Mais j'ai quand même de plus en plus l'impression que l'amour, le bonheur et l'écriture deviennent comme la musique ; en consommation rapide. Nous mettons des heures et des heures à travailler sur des chansons qui durent trois minutes et les gens l'achètent en moins de dix secondes. Puis, l'écriture c'est la même chose. Les auteurs travaillent parfois pendant des années mais leurs livres sont lus en une seule journée. L'amour et le bonheur sont devenus ainsi. On pourra bientôt acheter de l'amour et du bonheur, comme on achète une de ces boules magiques contenant une surprise dedans en mettant une simple pièce dans la machine. C'est stupide, sûrement mais tu serais du même avis que moi. Tout est devenu consommation rapide. Les gens ne prennent plus le temps de rien. La rapidité est passée outre la qualité.

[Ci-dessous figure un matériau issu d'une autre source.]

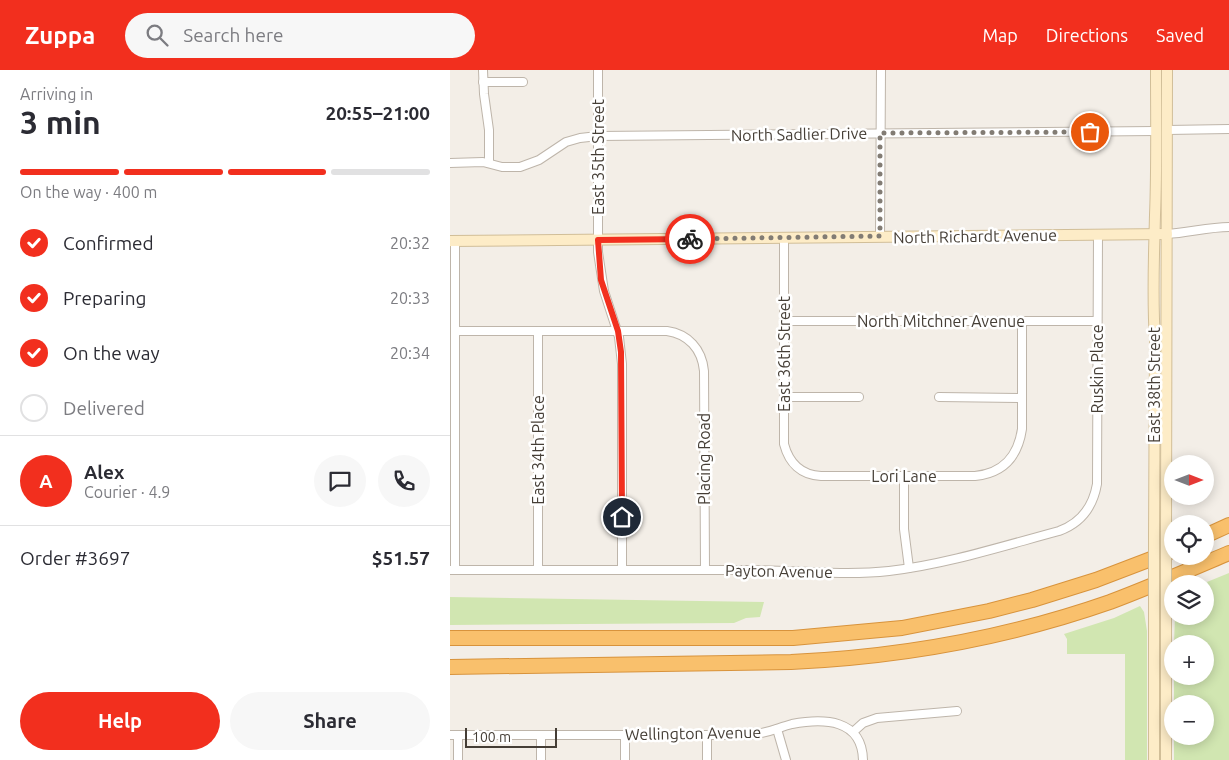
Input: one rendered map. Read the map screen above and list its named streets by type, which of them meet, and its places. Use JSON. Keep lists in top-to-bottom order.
{
  "streets": {
    "main road": ["North Richardt Avenue", "East 38th Street"],
    "street": [
      "North Sadlier Drive",
      "East 35th Street",
      "North Mitchner Avenue",
      "East 36th Street",
      "Ruskin Place",
      "East 34th Place",
      "Placing Road",
      "Lori Lane",
      "Payton Avenue",
      "Wellington Avenue"
    ]
  },
  "crossings": [
    ["North Sadlier Drive", "East 35th Street"],
    ["North Sadlier Drive", "East 38th Street"],
    ["East 35th Street", "North Richardt Avenue"],
    ["East 35th Street", "Placing Road"],
    ["East 35th Street", "Payton Avenue"],
    ["North Richardt Avenue", "East 36th Street"],
    ["North Richardt Avenue", "Ruskin Place"],
    ["North Richardt Avenue", "East 38th Street"],
    ["North Mitchner Avenue", "East 36th Street"],
    ["North Mitchner Avenue", "Ruskin Place"],
    ["East 36th Street", "Lori Lane"],
    ["Ruskin Place", "Payton Avenue"],
    ["East 34th Place", "Payton Avenue"],
    ["Placing Road", "Payton Avenue"]
  ],
  "scale_bar": "100 m",
  "north": "right",
  "page": {
    "header": "Zuppa",
    "search": "Search here",
    "nav": ["Map", "Directions", "Saved"],
    "heading": ["3 min", "Arriving in", "20:55–21:00"],
    "panel": [
      "Alex",
      "Courier · 4.9",
      "Order #3697",
      "$51.57"
    ],
    "bar": "On the way · 400 m",
    "list": [
      ["Confirmed", "20:32"],
      ["Preparing", "20:33"],
      ["On the way", "20:34"],
      "Delivered"
    ],
    "round": "A",
    "map_buttons": ["+", "−"],
    "buttons": ["Help", "Share"],
    "scale": "100 m"
  }
}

Mais tu sais quoi ma belle –oui j'ai envie de t'appeler comme ça- je vais arrêter de me plaindre, de détester cette société comme toi, de me faire du mal. Je vais relativiser les choses, essayer d'avancer et passer au-dessus de tout cela. Je vais essayer de « dompter » enfin plutôt de m'y faire, à la douleur que je ressens dans la poitrine plutôt que de la laisser me prendre totalement et me faire sombrer avec elle. Je ne veux pas que la douleur me coule, alors je vais sortir la tête de l'eau, une bonne fois pour toi. Je ne le fais pas pour moi, si cela ne tenait qu'à moi je me plongerais dans la gueule du loup avant même qu'il n'ait le temps de l'ouvrir. Non, je le fais pour toi et uniquement pour toi. Peut-être aussi un peu pour les gars, les fans et ma famille, mais je le fais principalement pour toi. Parce que ma mère a raison, tu n'aimerais pas me voir ainsi.

Jersey, je t'aime, plus que ma propre vie.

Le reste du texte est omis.